■ **WORK INSTRUCTIONS**: In the answer, give the entries below exactly, from the first line through the line with "2px #d99081) drop-shadow(0", with every picture omitted.

#### DATASET RECORDS

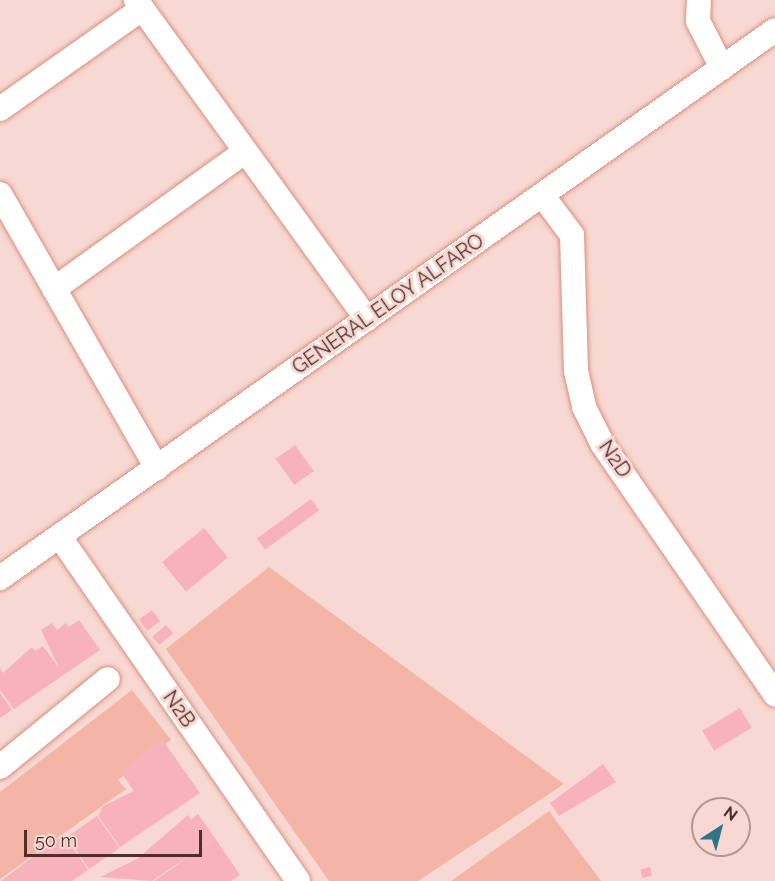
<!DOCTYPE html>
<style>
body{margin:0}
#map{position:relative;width:775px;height:881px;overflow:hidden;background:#f8d8d2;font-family:Raleway,sans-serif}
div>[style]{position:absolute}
.green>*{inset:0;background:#f4b4a6}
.building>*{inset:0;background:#f8b3ba;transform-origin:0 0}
.roads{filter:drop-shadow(0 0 2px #d99081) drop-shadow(0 0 2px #d99081)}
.minor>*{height:24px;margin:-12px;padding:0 12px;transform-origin:12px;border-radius:12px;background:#fff}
span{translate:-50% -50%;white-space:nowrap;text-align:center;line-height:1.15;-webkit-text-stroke:6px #f8d8d2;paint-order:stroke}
.street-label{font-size:20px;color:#4e302a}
.north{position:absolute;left:691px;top:797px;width:60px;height:60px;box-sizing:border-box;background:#f8d8d2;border:2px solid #b4958f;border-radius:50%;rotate:36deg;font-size:16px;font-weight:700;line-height:24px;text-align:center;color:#4e302a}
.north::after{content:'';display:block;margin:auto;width:21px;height:27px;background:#2f7583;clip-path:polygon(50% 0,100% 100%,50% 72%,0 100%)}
.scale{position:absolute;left:24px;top:830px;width:178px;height:27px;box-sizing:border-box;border:3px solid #4e302a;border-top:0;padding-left:8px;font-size:18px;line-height:21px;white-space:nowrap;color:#4e302a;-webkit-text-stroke:4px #f8d8d2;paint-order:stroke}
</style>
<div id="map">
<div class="green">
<i style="clip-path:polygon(269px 567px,564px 784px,418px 881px,329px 881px,166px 649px)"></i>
<i style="clip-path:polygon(132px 690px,171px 740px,118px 780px,126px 789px,0 879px,0 792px)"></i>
<i style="clip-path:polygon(549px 811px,601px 881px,451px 881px)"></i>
</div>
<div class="building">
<i style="left:295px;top:445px;width:32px;height:24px;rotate:54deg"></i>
<i style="left:311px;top:499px;width:14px;height:67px;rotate:54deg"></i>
<i style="left:204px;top:528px;width:38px;height:54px;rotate:51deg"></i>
<i style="left:152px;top:610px;width:14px;height:16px;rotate:54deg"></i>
<i style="clip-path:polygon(79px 620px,100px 650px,14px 709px,0 690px,0 668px,3px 673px,32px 647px,35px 651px,43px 646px,59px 668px,41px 630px,52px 623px,57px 630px,66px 623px,69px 627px)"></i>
<i style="left:166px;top:625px;width:11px;height:18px;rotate:49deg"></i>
<i style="clip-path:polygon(0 693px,12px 710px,0 718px)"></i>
<i style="left:740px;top:708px;width:23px;height:44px;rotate:59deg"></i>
<i style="clip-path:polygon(162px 739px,200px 793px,120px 847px,98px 816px,103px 806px,134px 791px,120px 771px)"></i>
<i style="clip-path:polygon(603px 764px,616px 782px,559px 816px,550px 803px)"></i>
<i style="clip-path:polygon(198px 814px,215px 838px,152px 881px,100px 877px,137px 859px,188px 815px,191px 820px)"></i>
<i style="left:97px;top:816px;width:39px;height:37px;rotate:55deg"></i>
<i style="clip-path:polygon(66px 838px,88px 870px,72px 881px,1px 881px,56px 839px)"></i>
<i style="clip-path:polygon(215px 838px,240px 875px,231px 881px,154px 881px)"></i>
<i style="left:650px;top:867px;width:9px;height:10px;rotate:77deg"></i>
</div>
<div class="roads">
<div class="minor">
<i style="left:136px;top:0;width:394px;rotate:54.1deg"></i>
<i style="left:699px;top:0;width:21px;rotate:93deg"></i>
<i style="left:698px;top:21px;width:53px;rotate:62.9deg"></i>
<i style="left:0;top:109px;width:174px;rotate:-35.2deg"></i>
<i style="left:0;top:194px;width:316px;rotate:60.2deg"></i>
<i style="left:542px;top:195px;width:50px;rotate:53.1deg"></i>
<i style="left:572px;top:235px;width:136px;rotate:88.3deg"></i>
<i style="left:576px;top:371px;width:37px;rotate:77deg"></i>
<i style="left:584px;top:407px;width:42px;rotate:63.4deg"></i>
<i style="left:603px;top:445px;width:303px;rotate:55.4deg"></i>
<i style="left:54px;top:289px;width:235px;rotate:-35.7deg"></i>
<i style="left:60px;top:537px;width:418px;rotate:55.3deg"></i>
<i style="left:0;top:578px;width:949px;rotate:-35.26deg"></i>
<i style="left:0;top:767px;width:139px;rotate:-39.2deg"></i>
</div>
</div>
<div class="street-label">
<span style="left:388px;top:304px;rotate:-35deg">GENERAL ELOY ALFARO</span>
<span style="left:615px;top:459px;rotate:55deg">N2D</span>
<span style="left:179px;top:709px;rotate:55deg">N2B</span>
</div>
<div class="north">N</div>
<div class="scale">50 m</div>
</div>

########

■ **YOUR SOLUTION**:
<!DOCTYPE html>
<style>
body{margin:0}
#map{position:relative;width:775px;height:881px;overflow:hidden;background:#f8d8d2;font-family:Raleway,sans-serif}
div>[style]{position:absolute}
.green>*{inset:0;background:#f4b4a6}
.building>*{inset:0;background:#f8b3ba;transform-origin:0 0}
.roads{filter:drop-shadow(0 0 2px #d99081) drop-shadow(0 0 2px #d99081)}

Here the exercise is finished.